▸ **What is being asked**:
I'd like the data beneath this line reproduced exactly, without any of its images.

*** Opening of Recorded data ***

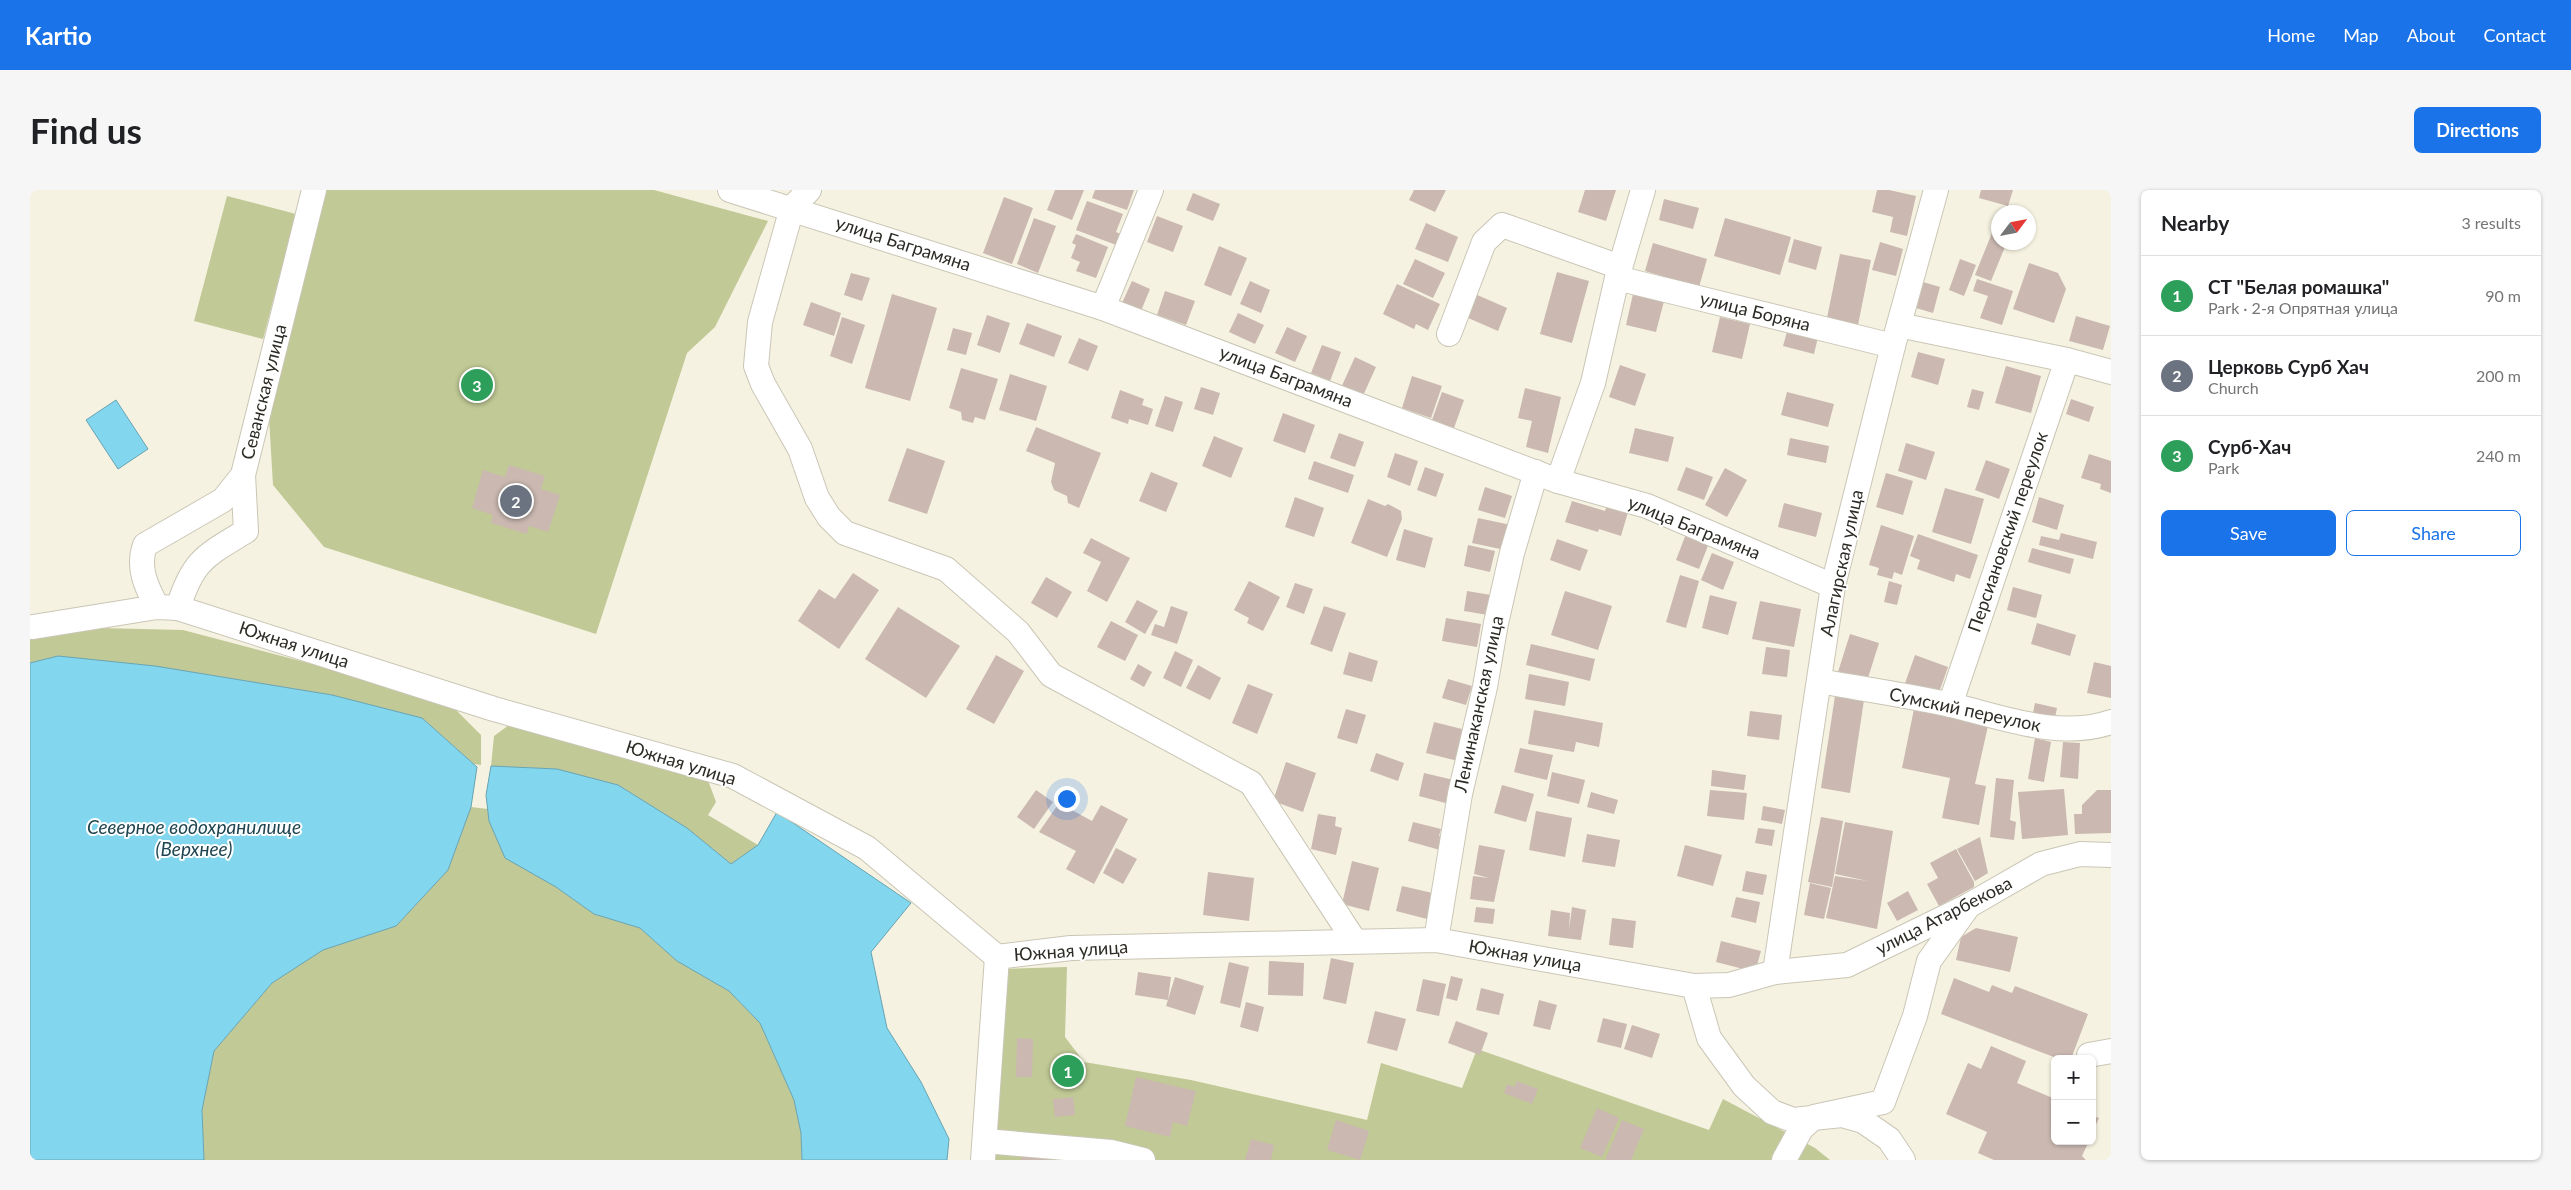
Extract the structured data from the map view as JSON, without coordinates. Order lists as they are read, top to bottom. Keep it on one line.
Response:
{"streets":{"street":["улица Баграмяна","улица Боряна","Севанская улица","Персиановский переулок","Алагирская улица","Южная улица","Ленинаканская улица","Сумский переулок","улица Атарбекова"]},"crossings":[["улица Баграмяна","Алагирская улица"],["улица Баграмяна","Ленинаканская улица"],["улица Боряна","Персиановский переулок"],["улица Боряна","Алагирская улица"],["Севанская улица","Южная улица"],["Персиановский переулок","Сумский переулок"],["Алагирская улица","Южная улица"],["Алагирская улица","Сумский переулок"],["Алагирская улица","улица Атарбекова"],["Южная улица","Ленинаканская улица"],["Южная улица","улица Атарбекова"]],"water":["Северное водохранилище (Верхнее)"],"north":"top right","page":{"header":"Kartio","nav":["Home","Map","About","Contact"],"buttons":["Directions",["Save","Share"]],"title":"Find us","heading":["Nearby","3 results"],"list":[{"mark":"1","name":"СТ \"Белая ромашка\"","note":"Park · 2-я Опрятная улица","value":"90 m"},{"mark":"2","name":"Церковь Сурб Хач","note":"Church","value":"200 m"},{"mark":"3","name":"Сурб-Хач","note":"Park","value":"240 m"}],"pins":["3","2","1"],"map_buttons":["+","−"]}}
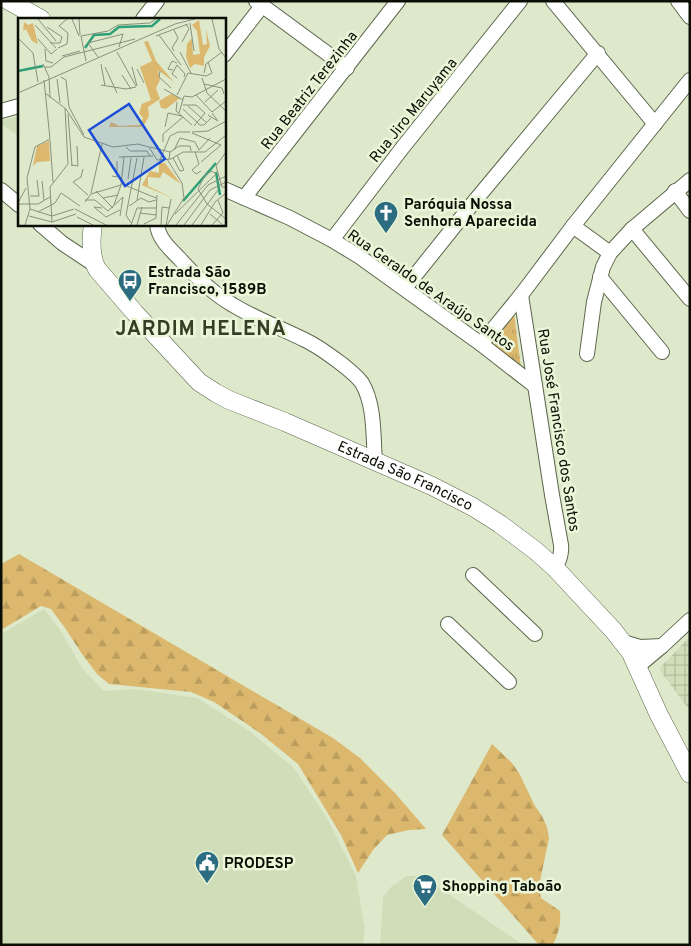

*** Close of Recorded data ***

▸ **Your response**:
Extract the structured data from the map view as JSON, without coordinates. Order lists as they are read, top to bottom. Keep it on one line.
Response:
{"streets":{"street":["улица Баграмяна","улица Боряна","Севанская улица","Персиановский переулок","Алагирская улица","Южная улица","Ленинаканская улица","Сумский переулок","улица Атарбекова"]},"crossings":[["улица Баграмяна","Алагирская улица"],["улица Баграмяна","Ленинаканская улица"],["улица Боряна","Персиановский переулок"],["улица Боряна","Алагирская улица"],["Севанская улица","Южная улица"],["Персиановский переулок","Сумский переулок"],["Алагирская улица","Южная улица"],["Алагирская улица","Сумский переулок"],["Алагирская улица","улица Атарбекова"],["Южная улица","Ленинаканская улица"],["Южная улица","улица Атарбекова"]],"water":["Северное водохранилище (Верхнее)"],"north":"top right","page":{"header":"Kartio","nav":["Home","Map","About","Contact"],"buttons":["Directions",["Save","Share"]],"title":"Find us","heading":["Nearby","3 results"],"list":[{"mark":"1","name":"СТ \"Белая ромашка\"","note":"Park · 2-я Опрятная улица","value":"90 m"},{"mark":"2","name":"Церковь Сурб Хач","note":"Church","value":"200 m"},{"mark":"3","name":"Сурб-Хач","note":"Park","value":"240 m"}],"pins":["3","2","1"],"map_buttons":["+","−"]}}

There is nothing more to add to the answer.